In the parsing phase, symbolic references will be replaced with direct references, and the parsing process will query the string constant pool, that is, StringTable, to ensure that the strings referenced by the constant pool at runtime are consistent with those in the string constant pool.

Compared with the class constant pool, a major feature of the runtime constant pool is that it is dynamic. The Java specification does not require constants to be generated only at runtime, which means that the content of the runtime constant pool does not all come from the class constant pool. When you can generate constants through code and put them into the runtime constant pool, the most used feature is String.intern().

1.1.3 String constant pool

In JDK6.0 and earlier versions, the string constant pool is stored in the method area. After JDK7.0, the string constant pool is moved to the heap.

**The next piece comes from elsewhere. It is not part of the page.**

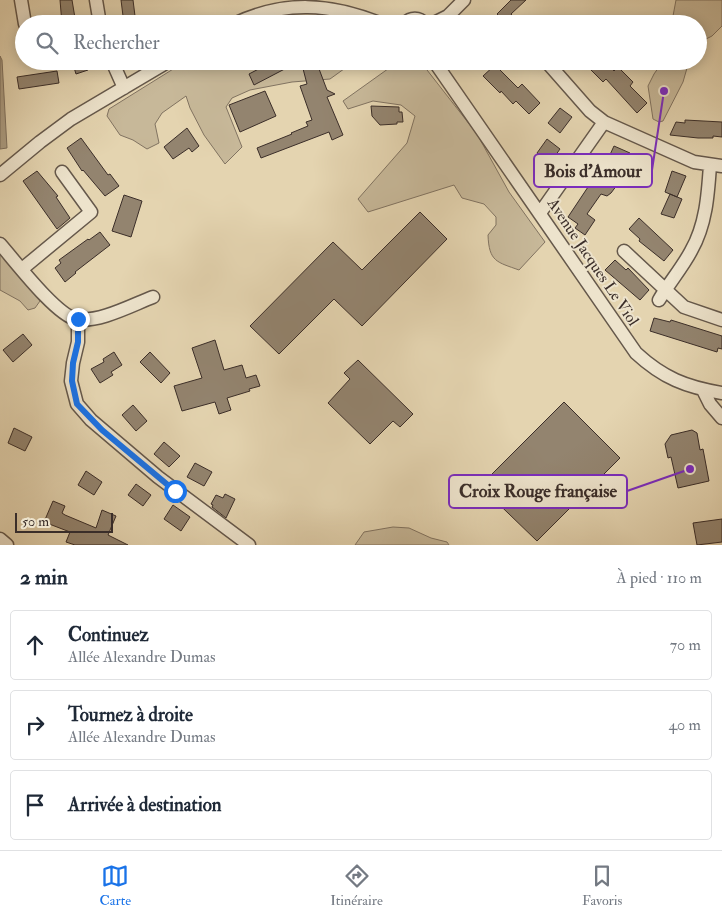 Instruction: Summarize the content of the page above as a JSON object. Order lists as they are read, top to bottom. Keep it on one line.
{"streets":{"street":["Avenue Jacques Le Viol"]},"places":["Bois d'Amour","Croix Rouge française"],"scale_bar":"50 m","page":{"search":"Rechercher","scale":"50 m","heading":["2 min","À pied · 110 m"],"list":[["Continuez","Allée Alexandre Dumas","70 m"],["Tournez à droite","Allée Alexandre Dumas","40 m"],"Arrivée à destination"],"nav":["Carte","Itinéraire","Favoris"]}}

As for why it was moved to the heap, it is probably because the memory space in the method area is too small. The string pool function implemented in HotSpot VM is a StringTable class, which is a Hash table with a default size and length of 1009; this StringTable has only one copy in each instance of HotSpot VM and is shared by all classes. String constants are composed of characters one by one and placed on the StringTable.

In JDK6.0, the length of StringTable is fixed, and the length is 1009. Therefore, if there are too many Strings in the String Pool, it will cause hash conflicts, resulting in too long linked list. When calling String#intern(), it will need To search one by one on the linked list, resulting in a significant drop in performance; in JDK7.0, the length of StringTable can be specified by parameters.

String constant pool design ideas:

  • The allocation of strings, like other object allocations, consumes high time and space costs. As the most basic data type, a large number of frequent strings are created, which greatly affects the performance of the program.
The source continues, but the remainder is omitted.